#### What the task asks:
Give the tally of lines in the listing that include "buttons". No other words belong in the answer.

BEGIN Source data

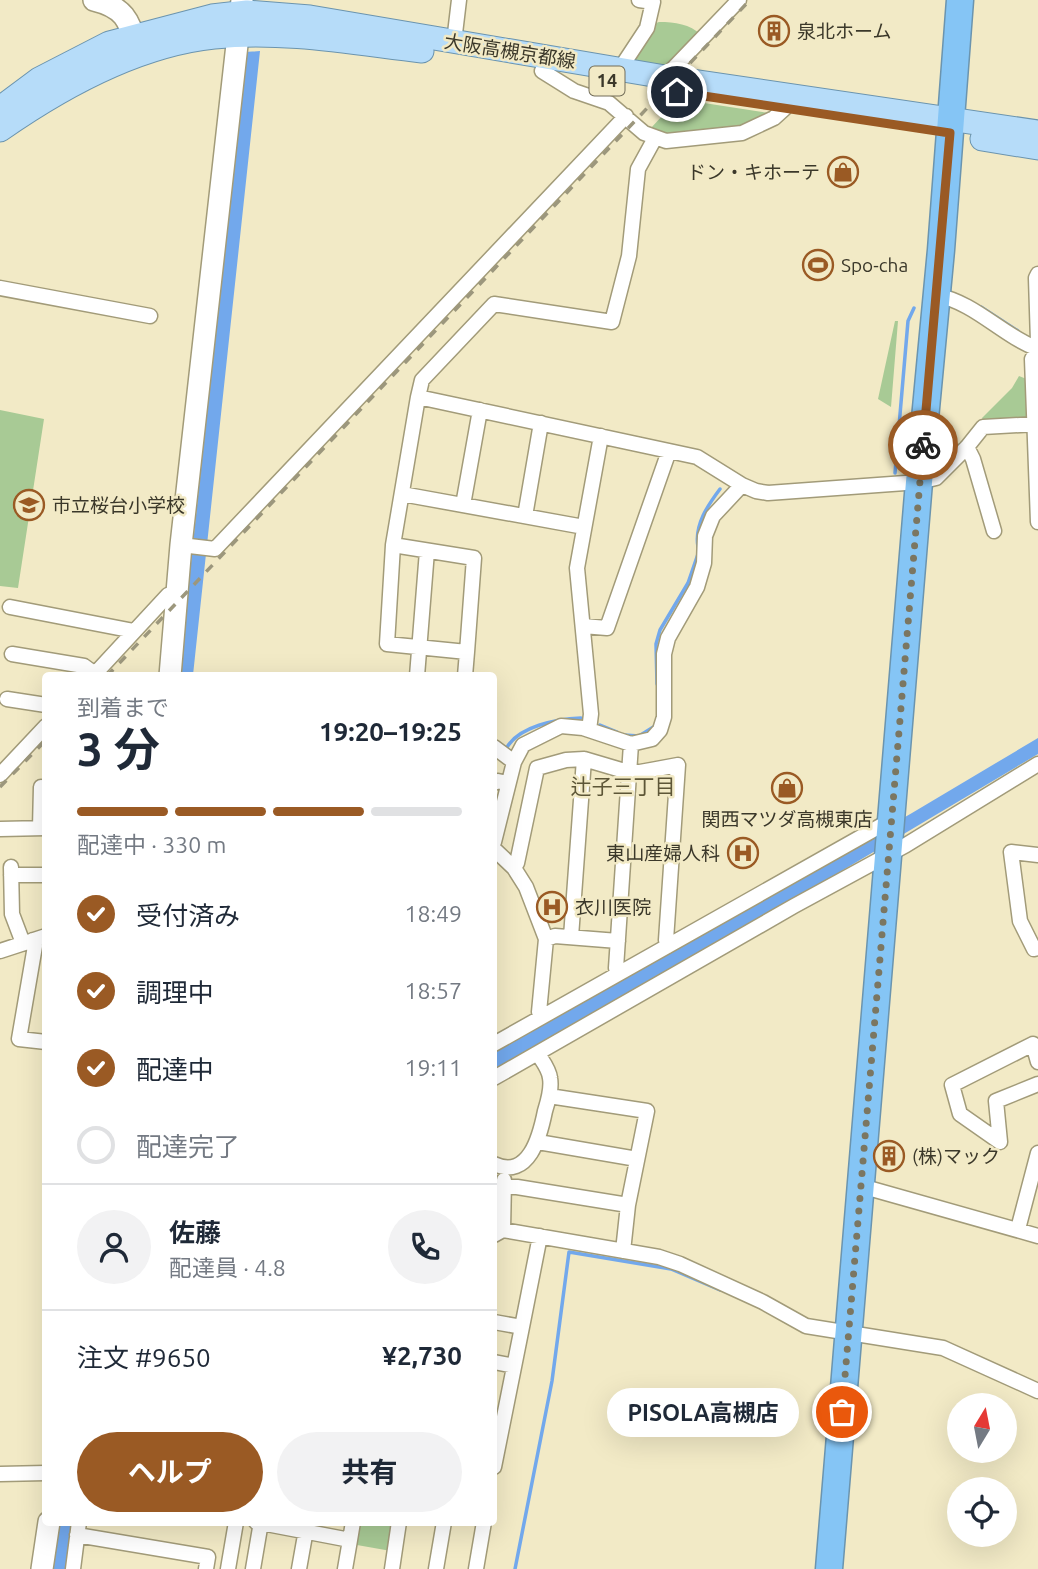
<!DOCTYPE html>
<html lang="ja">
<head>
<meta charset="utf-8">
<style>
	body { margin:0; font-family:Ubuntu,"Noto Sans JP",sans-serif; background:#f2f2f3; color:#1f2937; height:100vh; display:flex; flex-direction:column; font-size:26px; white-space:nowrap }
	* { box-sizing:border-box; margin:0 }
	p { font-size:23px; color:#747a83 }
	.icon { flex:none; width:38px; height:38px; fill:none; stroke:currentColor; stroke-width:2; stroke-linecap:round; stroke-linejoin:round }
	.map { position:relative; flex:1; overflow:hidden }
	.details { position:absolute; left:42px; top:672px; width:455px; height:854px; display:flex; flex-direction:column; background:#fff; border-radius:7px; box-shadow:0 7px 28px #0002 }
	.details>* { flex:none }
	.needle { width:46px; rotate:10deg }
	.buttons { position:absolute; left:947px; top:1393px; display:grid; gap:14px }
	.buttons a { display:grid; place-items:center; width:70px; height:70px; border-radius:50%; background:#fff; box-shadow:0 7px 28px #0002; font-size:35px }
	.pin { position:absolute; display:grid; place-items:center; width:60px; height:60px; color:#fff; margin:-30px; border:4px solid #fff; border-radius:50%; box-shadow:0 2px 7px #0007 }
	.courier { position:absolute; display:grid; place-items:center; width:70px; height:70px; margin:-35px; border:5px solid #9a5a24; border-radius:50%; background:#fff; color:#222; box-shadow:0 2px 9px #0007 }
	.bubble { position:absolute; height:49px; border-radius:24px; background:#fff; box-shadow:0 7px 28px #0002; font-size:23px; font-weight:700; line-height:49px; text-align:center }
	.head em { font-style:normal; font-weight:700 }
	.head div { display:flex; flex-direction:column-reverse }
	.head { display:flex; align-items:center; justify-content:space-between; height:119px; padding:0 35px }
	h1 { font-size:46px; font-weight:700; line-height:52px }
	.bar { display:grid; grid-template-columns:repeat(4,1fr); gap:10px 7px; align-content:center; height:84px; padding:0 35px }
	.bar i { height:9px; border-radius:5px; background:#e0e1e3 }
	.bar .on { background:#9a5a24 }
	.bar p { grid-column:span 4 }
	.line { display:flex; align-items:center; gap:18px; padding:0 35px; border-top:2px solid #e0e1e3 }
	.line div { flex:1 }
	.round { display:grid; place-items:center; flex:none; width:74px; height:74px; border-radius:37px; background:#f2f2f3 }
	ol { padding:0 35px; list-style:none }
	li { display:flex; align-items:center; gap:21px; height:77px }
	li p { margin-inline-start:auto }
	li .icon { padding:7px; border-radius:50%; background:#9a5a24; color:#fff; stroke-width:4 }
	li:last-child { color:#747a83 }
	li i { width:38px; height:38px; border:4px solid #e0e1e3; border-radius:50% }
	.cta { display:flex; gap:14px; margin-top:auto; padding:14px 35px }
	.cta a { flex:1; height:80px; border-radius:42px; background:#9a5a24; color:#fff; font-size:28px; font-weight:700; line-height:80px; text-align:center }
	.cta a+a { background:#f2f2f3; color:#1f2937 }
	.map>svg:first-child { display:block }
	.green { fill:#a8ca95 }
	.water { fill:#72a8ec }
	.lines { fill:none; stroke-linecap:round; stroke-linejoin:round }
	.stream { stroke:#72a8ec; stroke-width:3.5 }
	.street-casing { stroke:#a29b79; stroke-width:17 }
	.secondary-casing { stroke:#a29b79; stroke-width:24 }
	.primary-casing { stroke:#6b94ae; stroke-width:25 }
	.highway-casing { stroke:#6b94ae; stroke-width:29 }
	.street { stroke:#fff; stroke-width:14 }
	.secondary { stroke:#fff; stroke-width:21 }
	.primary { stroke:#b6dcf9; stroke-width:23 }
	.highway { stroke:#85c5f5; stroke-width:26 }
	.rail { stroke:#9c977d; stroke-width:3.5; stroke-dasharray:9 9; stroke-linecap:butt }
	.done { stroke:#7b7661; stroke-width:7; stroke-dasharray:0 12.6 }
	.route { stroke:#9a5a24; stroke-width:9 }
	.labels { text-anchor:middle; stroke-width:5; stroke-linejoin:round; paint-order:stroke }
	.shield { fill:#f2eac6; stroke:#726d59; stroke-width:2 }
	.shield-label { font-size:18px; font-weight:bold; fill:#3b382a }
	.poi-label { font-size:19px; fill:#3b382a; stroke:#f2eac6; text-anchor:start }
	.street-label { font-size:19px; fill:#3b382a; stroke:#f2eac6 }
	.neighbourhood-label { font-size:21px; fill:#5d5637; stroke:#f2eac6 }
</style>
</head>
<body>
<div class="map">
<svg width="1038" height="1569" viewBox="0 0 1038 1569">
	<rect width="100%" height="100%" fill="#f2eac6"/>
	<path class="green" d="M659,22C675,22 690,24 701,35L671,64L661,68L631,61L656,23Z
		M678,99L769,113L746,127L672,137L650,129Z
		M895,321H898L891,407L878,399Z
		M1019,376L1029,380V417L983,420L982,418L1012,388Z
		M0,410L44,419L18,588L0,586Z
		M359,1523H396L391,1551L357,1545Z"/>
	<path class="water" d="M260,51L193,675L179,676L245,52Z
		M1038,738V754L823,882L494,1069V1053L912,813Z
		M60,1523H74L68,1569H53Z"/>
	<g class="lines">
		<path class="stream" d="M981,307L1018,331
			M895,473L908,321L914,308
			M698,547C694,525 708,505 720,489
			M657,684L656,644L660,630L688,583L698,554
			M600,725L617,732
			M624,735L639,736L655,726
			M506,749C518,726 557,719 581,718
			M515,1569L552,1381L569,1252L671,1269L720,1290"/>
		<g class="street-casing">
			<path id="street" d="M454,42L459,0
				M620,69L647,28L653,2L639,0
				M542,71L574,91L609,103L644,133L666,141L742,133L774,118L785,108
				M665,77L739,0
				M655,138L638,169L629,256L612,322L494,304L422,380L418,397L697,457L742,485L756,491L768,493L919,482L936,478L967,447L983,427L1038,424
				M1038,274L1036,278L1038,342
				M0,288L150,316
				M936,295C976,303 1001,335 1038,349
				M1038,349L1032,359L1038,522
				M418,397L393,545L387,644L467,652L465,676
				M967,447L973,459L994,531
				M402,494L584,527
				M463,505L480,410
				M525,516L541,423
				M181,545L215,549L626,116
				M393,545L474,558L467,652
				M10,607L134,631
				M583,626L607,628L669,451
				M12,654L84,666L95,674
				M93,676L168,595L177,592
				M417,676L427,551
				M7,699L46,705
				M589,730L591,714L577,568L601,436
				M494,747L514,762
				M0,775L46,726
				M494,783L498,781L508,783
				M40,828L41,787
				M0,829L46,828
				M494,842L514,762L523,745L561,726L583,728L631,744L652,739L660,730L664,717V654L668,638L697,587L704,563L705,536L713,516L742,485
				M494,849L514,868L526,887L546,939L539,1012L542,1017
				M1038,855L1011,852L1020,921L1034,949L1038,948
				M11,867L12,914L23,943
				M514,868L517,863L537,768L566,760L584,759L628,772H640L678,765L666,940L668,946
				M11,875H46
				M571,937L584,759
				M546,939L555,936L618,941
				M33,940L35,946L19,1039L46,1042
				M0,951L46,936
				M618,972L616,968L631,744
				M494,1044L891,820
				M1038,1062L1033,1044L952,1085L960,1114L1000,1142L996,1101L1038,1084
				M494,1078L794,906L906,845L1038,764
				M549,1096L647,1111L628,1205
				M538,1142L637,1159
				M494,1164C529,1180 540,1136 545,1111C548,1101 552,1089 550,1078C549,1069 543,1062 538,1054
				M861,1186L1038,1236
				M504,1187H517L628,1205L623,1251
				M1018,1229L1038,1153
				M503,1230L659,1257L680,1264L763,1302L806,1326L943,1348L1038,1391
				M494,1235L503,1230L504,1180
				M494,1322L522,1327L540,1236
				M494,1362L514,1366
				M494,1467L522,1327
				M0,1474L46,1473
				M256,1522L350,1540L345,1569
				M77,1535L208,1557L206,1569
				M350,1540L353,1522
				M73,1569L79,1522
				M228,1569L236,1522
				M253,1569L261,1522
				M299,1569L307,1524
				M392,1569L399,1522
				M436,1569L444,1522
				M476,1569L484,1522"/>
		</g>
		<g class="secondary-casing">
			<path id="secondary" d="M94,0C127,8 129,22 139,52
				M170,676L181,545L242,0
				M42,1569L49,1522"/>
		</g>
		<g class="primary-casing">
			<path id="primary" d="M0,108L39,79L109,43L212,16L247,12L310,17L665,77L1038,132
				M0,130C63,86 137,45 214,37C284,30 353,43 422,51
				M982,139L1038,148"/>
		</g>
		<g class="highway-casing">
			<path id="highway" d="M829,1569L919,482L941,250L960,0"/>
		</g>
		<use href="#street" class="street"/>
		<use href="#secondary" class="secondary"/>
		<use href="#primary" class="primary"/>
		<use href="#highway" class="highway"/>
		<path class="rail" d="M107,676L750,0
			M0,787L46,740"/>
	</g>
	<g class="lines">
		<path class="done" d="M842,1412L923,445"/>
		<path class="route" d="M677,92L950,133L923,445"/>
	</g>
	<defs>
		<g id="building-ring" transform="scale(1.575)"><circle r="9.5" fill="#f2eac6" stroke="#9a5a24" stroke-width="1.5"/><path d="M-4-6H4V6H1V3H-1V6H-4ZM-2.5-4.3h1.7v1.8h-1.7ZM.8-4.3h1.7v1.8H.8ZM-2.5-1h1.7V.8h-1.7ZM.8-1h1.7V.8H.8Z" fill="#9a5a24"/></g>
		<g id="shop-ring" transform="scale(1.575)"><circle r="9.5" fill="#f2eac6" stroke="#9a5a24" stroke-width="1.5"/><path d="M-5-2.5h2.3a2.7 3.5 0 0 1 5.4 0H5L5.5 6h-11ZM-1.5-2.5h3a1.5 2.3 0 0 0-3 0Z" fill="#9a5a24"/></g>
		<g id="stadium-ring" transform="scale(1.575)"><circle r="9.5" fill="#f2eac6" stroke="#9a5a24" stroke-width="1.5"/><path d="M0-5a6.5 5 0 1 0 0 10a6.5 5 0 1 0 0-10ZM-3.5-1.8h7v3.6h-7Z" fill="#9a5a24"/></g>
		<g id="school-ring" transform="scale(1.575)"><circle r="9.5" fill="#f2eac6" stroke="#9a5a24" stroke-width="1.5"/><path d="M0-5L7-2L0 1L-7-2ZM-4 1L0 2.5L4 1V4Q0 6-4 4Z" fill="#9a5a24"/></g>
		<g id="hospital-ring" transform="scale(1.575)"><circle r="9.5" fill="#f2eac6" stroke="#9a5a24" stroke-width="1.5"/><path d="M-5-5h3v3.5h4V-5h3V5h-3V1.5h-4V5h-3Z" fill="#9a5a24"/></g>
	</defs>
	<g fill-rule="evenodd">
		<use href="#building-ring" x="774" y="31"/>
		<use href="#shop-ring" x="843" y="172"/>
		<use href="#stadium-ring" x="818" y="265"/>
		<use href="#school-ring" x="29" y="505"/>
		<use href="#shop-ring" x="787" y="788"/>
		<use href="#hospital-ring" x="743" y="853"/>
		<use href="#hospital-ring" x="552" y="907"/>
		<use href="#building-ring" x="889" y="1156"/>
	</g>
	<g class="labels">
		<rect class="shield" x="589.5" y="66.5" width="35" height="29" rx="5"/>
		<g class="shield-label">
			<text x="607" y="87">14</text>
		</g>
		<g class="poi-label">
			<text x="797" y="38">泉北ホーム</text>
			<text x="820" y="179" text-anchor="end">ドン・キホーテ</text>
			<text x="841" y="272">Spo-cha</text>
			<text x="52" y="512">市立桜台小学校</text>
			<text x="787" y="826" text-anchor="middle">関西マツダ高槻東店</text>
			<text x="720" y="860" text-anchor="end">東山産婦人科</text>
			<text x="575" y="914">衣川医院</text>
			<text x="912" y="1163">(株)マック</text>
		</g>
		<g class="street-label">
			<text transform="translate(510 51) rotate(9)" y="7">大阪高槻京都線</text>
		</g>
		<g class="neighbourhood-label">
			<text x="623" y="794">辻子三丁目</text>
		</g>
	</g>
</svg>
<div class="buttons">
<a><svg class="needle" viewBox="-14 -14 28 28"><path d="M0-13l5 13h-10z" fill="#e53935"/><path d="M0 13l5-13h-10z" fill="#747a83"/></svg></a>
<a><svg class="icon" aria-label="locate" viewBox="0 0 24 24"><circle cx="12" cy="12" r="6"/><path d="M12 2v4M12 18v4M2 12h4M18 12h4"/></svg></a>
</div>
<div class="pin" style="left:842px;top:1412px;background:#ea580c"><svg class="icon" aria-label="bag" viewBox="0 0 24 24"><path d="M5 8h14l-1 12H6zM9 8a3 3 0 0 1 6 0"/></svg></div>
<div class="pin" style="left:677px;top:92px;background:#1f2937"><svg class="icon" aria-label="home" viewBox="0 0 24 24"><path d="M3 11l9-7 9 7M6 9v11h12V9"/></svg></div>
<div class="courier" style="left:923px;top:445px"><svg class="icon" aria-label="bike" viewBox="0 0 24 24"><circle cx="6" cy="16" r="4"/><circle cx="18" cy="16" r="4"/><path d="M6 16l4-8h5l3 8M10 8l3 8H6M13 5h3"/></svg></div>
<div class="bubble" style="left:607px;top:1388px;width:192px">PISOLA高槻店</div>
<section class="details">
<div class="head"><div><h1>3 分</h1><p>到着まで</p></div><em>19:20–19:25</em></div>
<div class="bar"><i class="on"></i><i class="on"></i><i class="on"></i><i></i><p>配達中 · 330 m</p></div>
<ol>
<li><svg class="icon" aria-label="check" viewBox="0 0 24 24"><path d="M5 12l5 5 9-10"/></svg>受付済み<p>18:49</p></li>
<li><svg class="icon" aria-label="check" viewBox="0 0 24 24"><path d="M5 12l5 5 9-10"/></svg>調理中<p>18:57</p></li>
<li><svg class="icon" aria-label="check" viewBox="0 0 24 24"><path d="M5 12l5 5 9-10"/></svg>配達中<p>19:11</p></li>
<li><i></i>配達完了</li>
</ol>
<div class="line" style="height:126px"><a class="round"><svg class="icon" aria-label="person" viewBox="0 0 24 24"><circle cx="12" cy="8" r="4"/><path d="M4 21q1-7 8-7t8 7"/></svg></a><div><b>佐藤</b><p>配達員 · 4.8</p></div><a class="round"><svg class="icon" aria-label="phone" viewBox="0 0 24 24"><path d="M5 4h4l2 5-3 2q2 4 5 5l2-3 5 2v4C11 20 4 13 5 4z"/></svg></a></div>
<div class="line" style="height:91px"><div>注文 #9650</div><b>¥2,730</b></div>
<div class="cta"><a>ヘルプ</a><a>共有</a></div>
</section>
</div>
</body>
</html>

END Source data

#### Solution to this task:
3